May Day 2010

For the first time in more than 30 years Istanbul’s main Taksim Square is open to the public for May Day.

The square has been off limits on May 1 since the massacre of 1977, when gunmen from a far right organisation opened fire on the crowd, triggering a mass panic in which more than 30 people died.

I’ve just been down there, and my as-yet-largely-notional readers may be interested to learn that so far things seem peaceful and festive.

In recent years Istanbul May Days have been marked by teargas, water cannons, and accusations of police heavy-handedness, and this year’s opening of Taksim has largely been perceived as a way to forestall violence, and for the government to damp down simmering labour disputes and score brownie points ahead of a general election in 2011- or earlier.

This piece from the Journal of Turkish Weekly does a decent job of laying out the context.

It’s clear that no one’s taking any chances: 22,000 police are on duty, helicopters are buzzing overhead, gas masks are de rigueur for members of the press, and pebbles from around the Monument of the Republic have been replaced with grass to deprive demonstrators of ammunition.

While the media has been abuzz with talk of constitutional change, today is a reminder that most Turks may have their eyes on something more essential: jobs.

It’s no coincidence that Prime Minister Erdogan yesterday announced a drop in unemployment, but there still seems to be a feeling among workers that Turkey’s much touted economic strength through the global recession somehow hasn’t filtered down.

Most contentious has been a bitter labour dispute in which hundreds of workers have been left jobless by the privatization of the state tobacco company TEKEL.

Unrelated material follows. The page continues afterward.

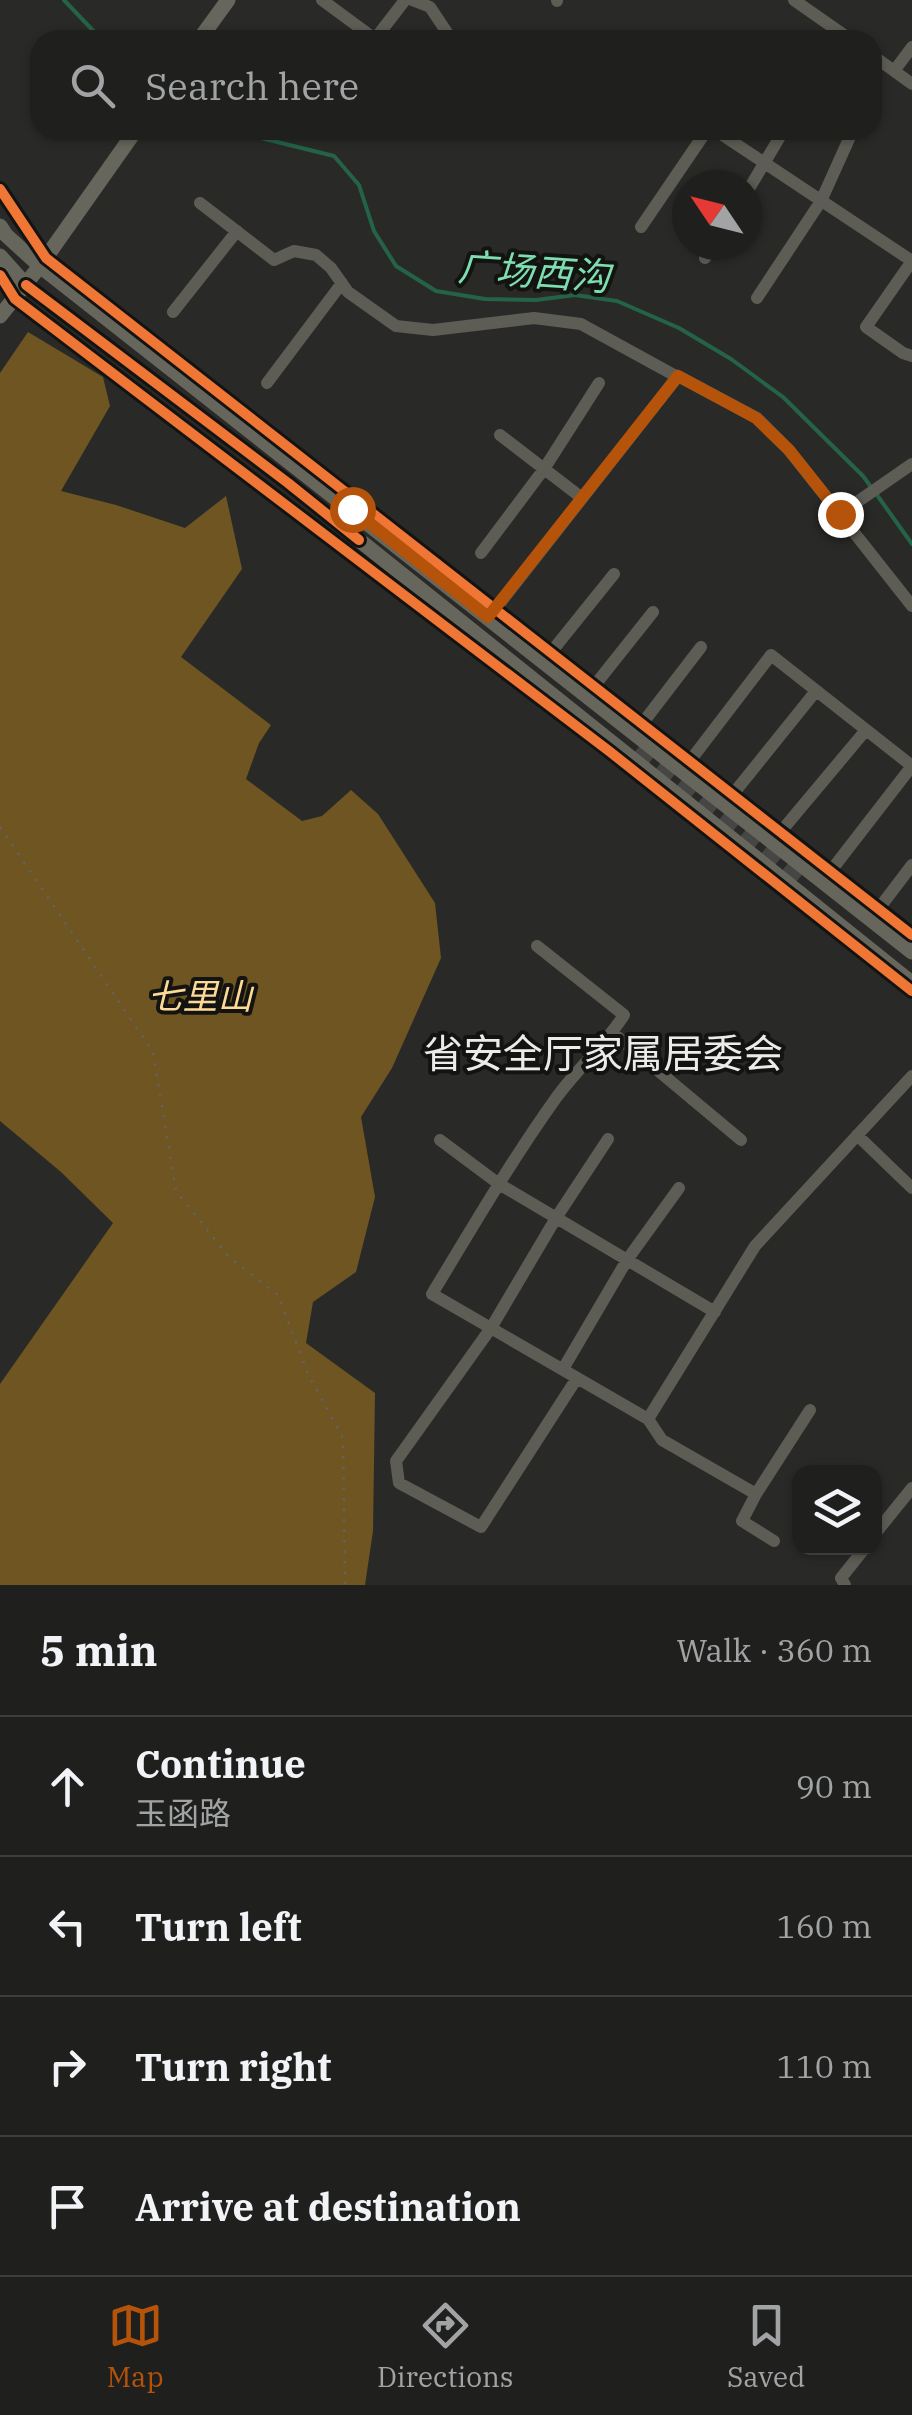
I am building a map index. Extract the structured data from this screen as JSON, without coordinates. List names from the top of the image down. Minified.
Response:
{"districts":["省安全厅家属居委会"],"water":["广场西沟"],"parks":["七里山"],"north":"top left","page":{"search":"Search here","heading":["5 min","Walk · 360 m"],"list":[["Continue","玉函路","90 m"],["Turn left","160 m"],["Turn right","110 m"],"Arrive at destination"],"nav":["Map","Directions","Saved"]}}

Travel agent Yunal Sengun was present as a teenager at the last sanctioned May Day in Taksim, and was one of those who fled in panic as the shots rang out.

He believes unemployment and a lack of democratic representation are driving tens of thousands to Taksim.

“The main factor of this is that we have an unemployment figure of 30 per cent and the workers from textile and tobacco industries have been laid off.

“They’re well organized and have public support.”

Turkey’s unemployment rate is 14.5 per cent, but Mr Sengun’s assertion reflects a widespread distrust of official figures.

Cynical about the government’s motives in reopening Taksim, he nonetheless believes it’s important that people can again mark May Day freely here.

“I come from working people and I believe in independence and in Ataturk’s identity of independence.”